“Ma, ini rumah baru kita?” tanyaku seakan tidak percaya.
“Iya Elin, memangnya kenapa? Rumah ini bagus dan luas lagi pula di mana lagi kita bisa mendapatkan rumah bagus dengan harga yang murah,” sahut mamaku sambil menarik dua buah koper besar masuk ke dalam rumah.
“Beruntung banget kita bisa punya rumah sebesar ini,” ucap Adikku Juna sambil melihat sekeliling rumah.
Aku Elin Adriana Gunawan putri dan Juna Adrian Gunawan, kami berdua saudara kembar yang lahir beda beberapa menit saja, Mamaku bernama Dania Bakti sedangkan Papaku bernama Adrian Gunawan.
Semenjak perceraian orang tuaku dua bulan yang lalu, Aku dan Juna pun lebih memilih ikut bersama Mama. Rumah yang kami tempati saat itu diambil alih oleh papa untuk ditinggali bersama istri mudanya aku dan Juna sangat amat keberatan namun apalah daya kami yang tidak memiliki power kuat saat itu. Hingga Mama memutuskan untuk membeli rumah besar yang berada tepat di ujung jalan.
Mama memiliki usaha di bidang pastry yang sudah berjalan cukup lama. Sedangkan aku dan Juna masih duduk di bangku SMA.
Hari di saat kami tiba di rumah baru aku merasakan atmosfer yang berbeda, rumah besar bergaya klasik dengan halaman yang luas di lengkapi kolam renang di belakang rumah serta propertinya yang masih terawat ditutup dengan kain putih ini membuatku heran kenapa pemiliknya mau memberikan harga yang begitu murah untuk rumah sebagus ini.

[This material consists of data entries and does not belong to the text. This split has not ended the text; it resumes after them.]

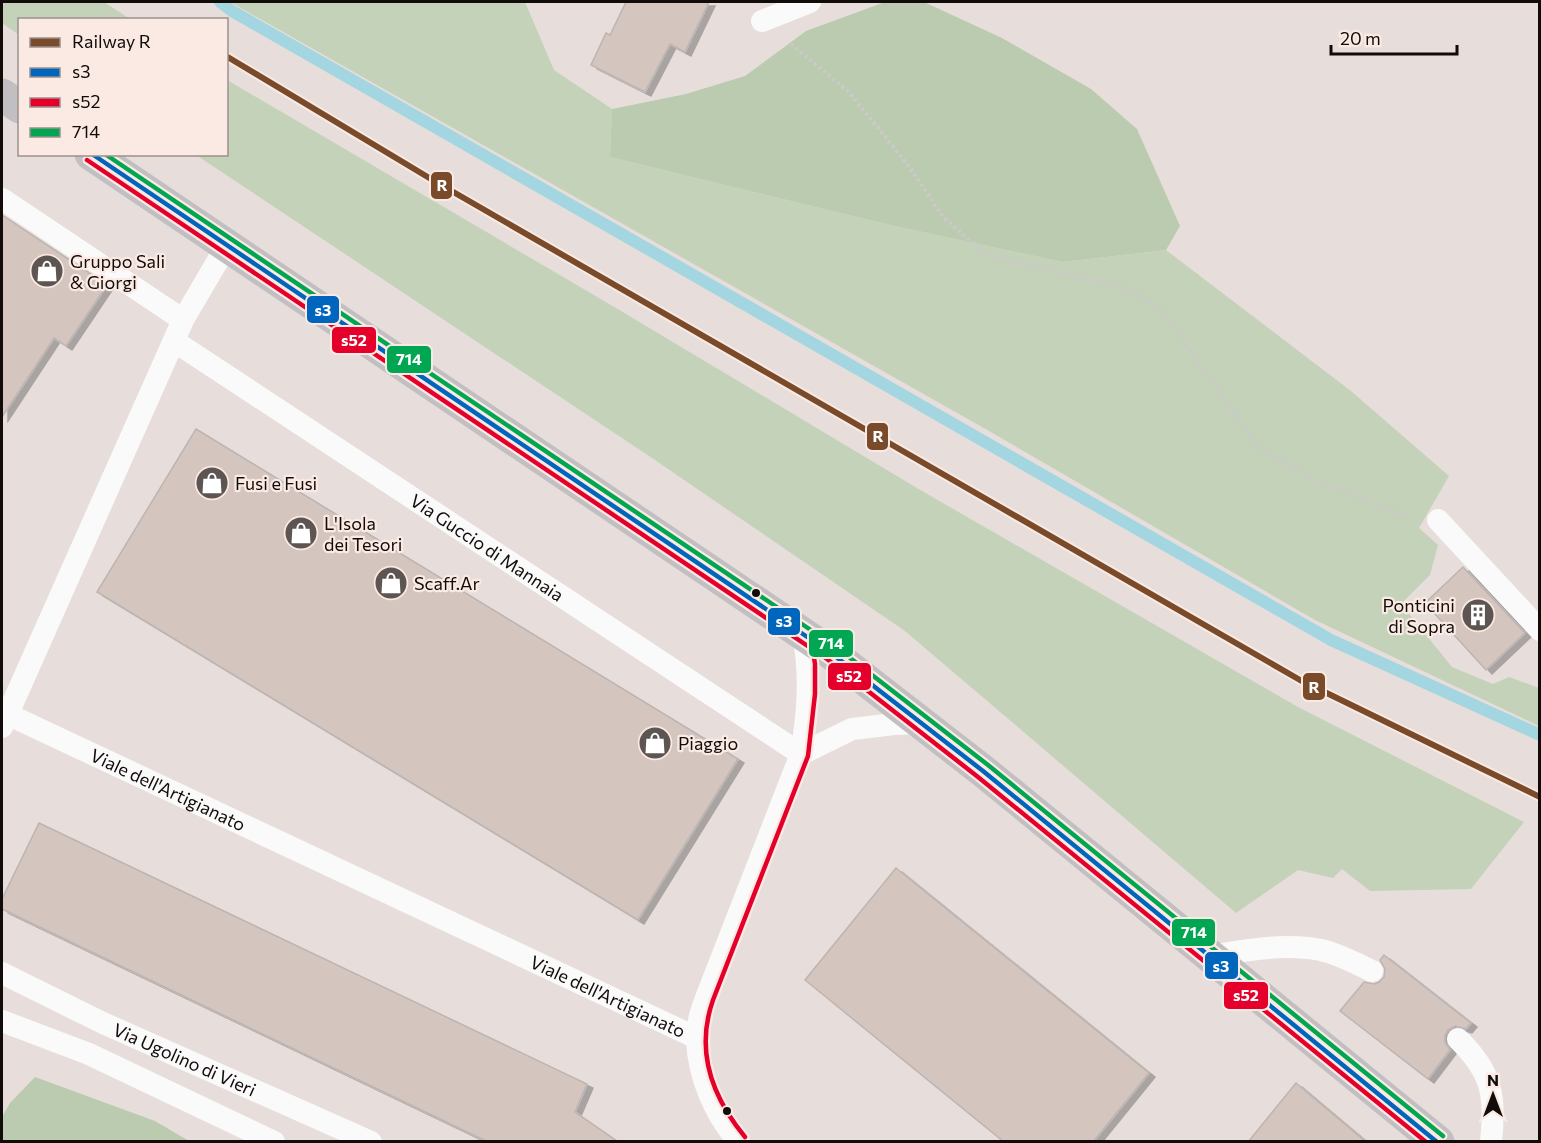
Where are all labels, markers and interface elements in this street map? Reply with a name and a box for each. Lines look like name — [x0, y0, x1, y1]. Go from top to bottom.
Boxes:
legend — [18, 18, 228, 156]
scale bar — [1331, 18, 1457, 56]
text: 20 m — [1340, 27, 1381, 49]
text: Railway R — [72, 30, 151, 52]
text: s3 — [72, 60, 90, 82]
text: s52 — [72, 90, 101, 112]
text: 714 — [72, 120, 100, 142]
line badge: R — [430, 171, 453, 200]
text: R — [436, 175, 448, 194]
place label: Gruppo Sali & Giorgi — [70, 250, 165, 293]
shop icon: Gruppo Sali & Giorgi — [29, 253, 65, 289]
line badge: s3 — [306, 295, 340, 324]
text: s3 — [315, 300, 331, 319]
line badge: s52 — [331, 326, 377, 354]
text: s52 — [341, 330, 367, 349]
line badge: 714 — [386, 345, 432, 374]
text: 714 — [396, 349, 422, 368]
line badge: R — [866, 422, 889, 451]
text: R — [872, 426, 884, 445]
shop icon: Fusi e Fusi — [194, 465, 230, 501]
place label: Fusi e Fusi — [235, 472, 317, 494]
street label: Via Guccio di Mannaia — [406, 489, 568, 606]
place label: L'Isola dei Tesori — [324, 512, 402, 555]
shop icon: L'Isola dei Tesori — [283, 515, 319, 551]
shop icon: Scaff.Ar — [373, 565, 409, 601]
place label: Scaff.Ar — [414, 572, 480, 594]
unlabelled marker — [750, 587, 762, 599]
place label: Ponticini di Sopra — [1382, 594, 1455, 637]
building icon: Ponticini di Sopra — [1460, 597, 1496, 633]
line badge: s3 — [767, 607, 801, 636]
text: s3 — [776, 611, 792, 630]
line badge: 714 — [808, 629, 854, 658]
text: 714 — [818, 633, 844, 652]
line badge: s52 — [827, 662, 872, 691]
text: s52 — [836, 666, 862, 685]
line badge: R — [1302, 672, 1326, 701]
text: R — [1308, 677, 1320, 696]
shop icon: Piaggio — [637, 725, 673, 761]
place label: Piaggio — [678, 732, 738, 754]
street label: Viale dell'Artigianato — [87, 744, 249, 836]
line badge: 714 — [1171, 918, 1216, 947]
text: 714 — [1181, 922, 1207, 941]
street label: Viale dell'Artigianato — [527, 950, 689, 1042]
line badge: s3 — [1204, 951, 1239, 980]
text: s3 — [1213, 956, 1229, 975]
line badge: s52 — [1223, 981, 1269, 1010]
text: s52 — [1233, 985, 1259, 1004]
street label: Via Ugolino di Vieri — [110, 1018, 259, 1101]
north arrow — [1463, 1065, 1523, 1125]
text: N — [1487, 1070, 1499, 1089]
unlabelled marker — [721, 1105, 733, 1117]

“Wah! Kamarnya gede banget,” ucap Juna.
Karena penasaran aku pun ikut membuka pintu kamar yang ada di sebelahnya, dan memang benar kamarnya sangat luas dengan dinding berwarna pastel serta pintu menuju balkon yang terbuat dari kaca membuatku dengan mudah melihat pemandangan yang ada di luar.
“Gimana kalian suka kan?” mama menghampiriku.
“Iya suka Ma, rumahnya bagus banget,” sahutku yang senang karena mendapatkan kamar impianku.
“Syukurlah, Mama senang. Oh iya sebentar lagi mobil pengangkut datang, nanti bantu Mama beres-beres ya.”
“Siap Ma, Elin sama Davin pasti bantuin Mama,” aku menyeringai kesenangan.
Tidak lama mobil pengangkut barang kami pun datang aku dan Juna sangat antusias dan mulai membenahi semua barang-barang.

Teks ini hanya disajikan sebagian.